Your goal => Images in the records should be skipped while the rest is transcribed verbatim.

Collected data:
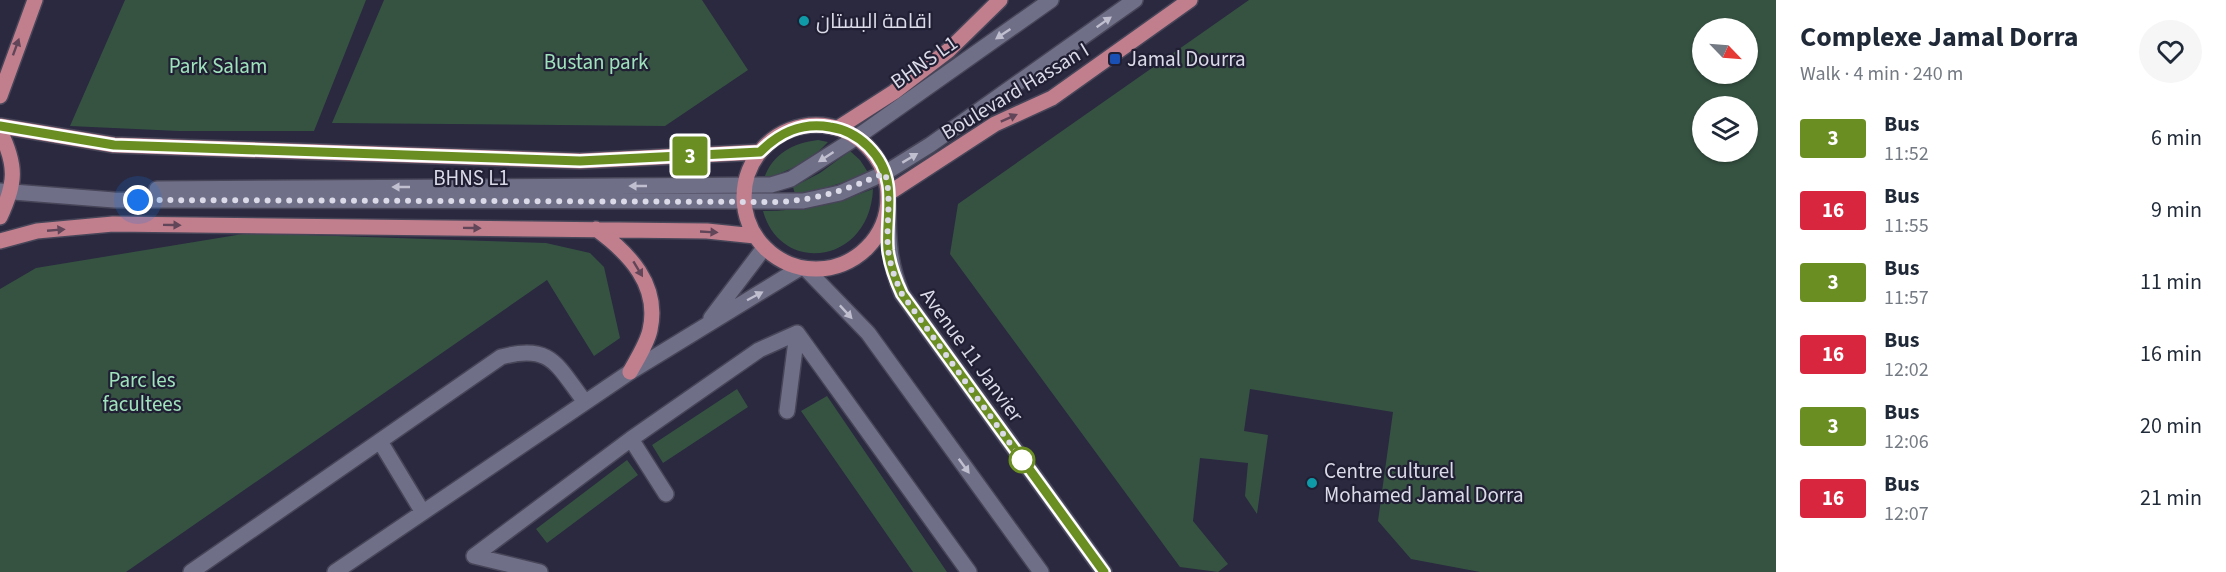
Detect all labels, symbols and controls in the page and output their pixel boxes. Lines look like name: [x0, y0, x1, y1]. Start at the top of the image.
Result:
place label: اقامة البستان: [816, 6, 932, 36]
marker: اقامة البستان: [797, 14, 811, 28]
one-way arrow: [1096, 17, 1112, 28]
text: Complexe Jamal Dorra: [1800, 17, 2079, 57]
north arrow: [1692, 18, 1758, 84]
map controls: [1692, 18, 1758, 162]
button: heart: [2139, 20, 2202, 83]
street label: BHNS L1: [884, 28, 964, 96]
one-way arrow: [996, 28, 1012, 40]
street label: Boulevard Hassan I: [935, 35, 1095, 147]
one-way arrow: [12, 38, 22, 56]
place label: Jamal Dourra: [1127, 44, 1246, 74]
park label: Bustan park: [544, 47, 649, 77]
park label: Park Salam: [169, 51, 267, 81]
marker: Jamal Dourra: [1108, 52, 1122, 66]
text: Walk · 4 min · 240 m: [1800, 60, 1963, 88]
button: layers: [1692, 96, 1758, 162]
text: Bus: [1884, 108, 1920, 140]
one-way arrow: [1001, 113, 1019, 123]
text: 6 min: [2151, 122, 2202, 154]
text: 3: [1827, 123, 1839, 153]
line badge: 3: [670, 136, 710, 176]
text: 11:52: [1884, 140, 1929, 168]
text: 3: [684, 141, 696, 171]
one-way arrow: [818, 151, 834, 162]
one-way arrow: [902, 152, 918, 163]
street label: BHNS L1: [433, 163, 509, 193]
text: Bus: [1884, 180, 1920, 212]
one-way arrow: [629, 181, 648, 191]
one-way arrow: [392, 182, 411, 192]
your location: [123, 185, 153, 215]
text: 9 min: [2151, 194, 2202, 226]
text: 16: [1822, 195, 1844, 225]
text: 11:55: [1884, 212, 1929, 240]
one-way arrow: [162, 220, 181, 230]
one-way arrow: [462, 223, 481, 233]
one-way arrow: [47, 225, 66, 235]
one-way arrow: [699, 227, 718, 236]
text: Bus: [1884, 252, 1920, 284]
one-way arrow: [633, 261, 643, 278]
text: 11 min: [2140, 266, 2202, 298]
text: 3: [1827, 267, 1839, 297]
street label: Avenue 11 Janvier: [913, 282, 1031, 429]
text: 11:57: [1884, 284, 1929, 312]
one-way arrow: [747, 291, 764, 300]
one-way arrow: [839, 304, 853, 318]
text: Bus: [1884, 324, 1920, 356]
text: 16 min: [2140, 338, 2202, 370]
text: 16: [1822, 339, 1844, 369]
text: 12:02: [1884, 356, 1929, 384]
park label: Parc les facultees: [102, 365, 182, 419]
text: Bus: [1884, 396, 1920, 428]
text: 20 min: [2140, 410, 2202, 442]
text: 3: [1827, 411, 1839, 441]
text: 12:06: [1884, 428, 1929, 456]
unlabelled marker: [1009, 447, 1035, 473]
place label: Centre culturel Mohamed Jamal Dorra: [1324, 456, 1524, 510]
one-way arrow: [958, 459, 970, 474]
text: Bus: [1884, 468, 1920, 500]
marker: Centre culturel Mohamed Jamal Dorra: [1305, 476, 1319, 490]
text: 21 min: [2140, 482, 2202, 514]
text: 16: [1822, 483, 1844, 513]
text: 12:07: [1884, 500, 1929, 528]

Finished exercise =>
Detect all labels, symbols and controls in the page and output their pixel boxes. Lines look like name: [x0, y0, x1, y1]. Start at the top of the image.
Result:
place label: اقامة البستان: [816, 6, 932, 36]
marker: اقامة البستان: [797, 14, 811, 28]
one-way arrow: [1096, 17, 1112, 28]
text: Complexe Jamal Dorra: [1800, 17, 2079, 57]
north arrow: [1692, 18, 1758, 84]
map controls: [1692, 18, 1758, 162]
button: heart: [2139, 20, 2202, 83]
street label: BHNS L1: [884, 28, 964, 96]
one-way arrow: [996, 28, 1012, 40]
street label: Boulevard Hassan I: [935, 35, 1095, 147]
one-way arrow: [12, 38, 22, 56]
place label: Jamal Dourra: [1127, 44, 1246, 74]
park label: Bustan park: [544, 47, 649, 77]
park label: Park Salam: [169, 51, 267, 81]
marker: Jamal Dourra: [1108, 52, 1122, 66]
text: Walk · 4 min · 240 m: [1800, 60, 1963, 88]
button: layers: [1692, 96, 1758, 162]
text: Bus: [1884, 108, 1920, 140]
one-way arrow: [1001, 113, 1019, 123]
text: 6 min: [2151, 122, 2202, 154]
text: 3: [1827, 123, 1839, 153]
line badge: 3: [670, 136, 710, 176]
text: 11:52: [1884, 140, 1929, 168]
text: 3: [684, 141, 696, 171]
one-way arrow: [818, 151, 834, 162]
one-way arrow: [902, 152, 918, 163]
street label: BHNS L1: [433, 163, 509, 193]
text: Bus: [1884, 180, 1920, 212]
one-way arrow: [629, 181, 648, 191]
one-way arrow: [392, 182, 411, 192]
your location: [123, 185, 153, 215]
text: 9 min: [2151, 194, 2202, 226]
text: 16: [1822, 195, 1844, 225]
text: 11:55: [1884, 212, 1929, 240]
one-way arrow: [162, 220, 181, 230]
one-way arrow: [462, 223, 481, 233]
one-way arrow: [47, 225, 66, 235]
one-way arrow: [699, 227, 718, 236]
text: Bus: [1884, 252, 1920, 284]
one-way arrow: [633, 261, 643, 278]
text: 11 min: [2140, 266, 2202, 298]
text: 3: [1827, 267, 1839, 297]
street label: Avenue 11 Janvier: [913, 282, 1031, 429]
text: 11:57: [1884, 284, 1929, 312]
one-way arrow: [747, 291, 764, 300]
one-way arrow: [839, 304, 853, 318]
text: Bus: [1884, 324, 1920, 356]
text: 16 min: [2140, 338, 2202, 370]
text: 16: [1822, 339, 1844, 369]
text: 12:02: [1884, 356, 1929, 384]
park label: Parc les facultees: [102, 365, 182, 419]
text: Bus: [1884, 396, 1920, 428]
text: 20 min: [2140, 410, 2202, 442]
text: 3: [1827, 411, 1839, 441]
text: 12:06: [1884, 428, 1929, 456]
unlabelled marker: [1009, 447, 1035, 473]
place label: Centre culturel Mohamed Jamal Dorra: [1324, 456, 1524, 510]
one-way arrow: [958, 459, 970, 474]
text: Bus: [1884, 468, 1920, 500]
marker: Centre culturel Mohamed Jamal Dorra: [1305, 476, 1319, 490]
text: 21 min: [2140, 482, 2202, 514]
text: 16: [1822, 483, 1844, 513]
text: 12:07: [1884, 500, 1929, 528]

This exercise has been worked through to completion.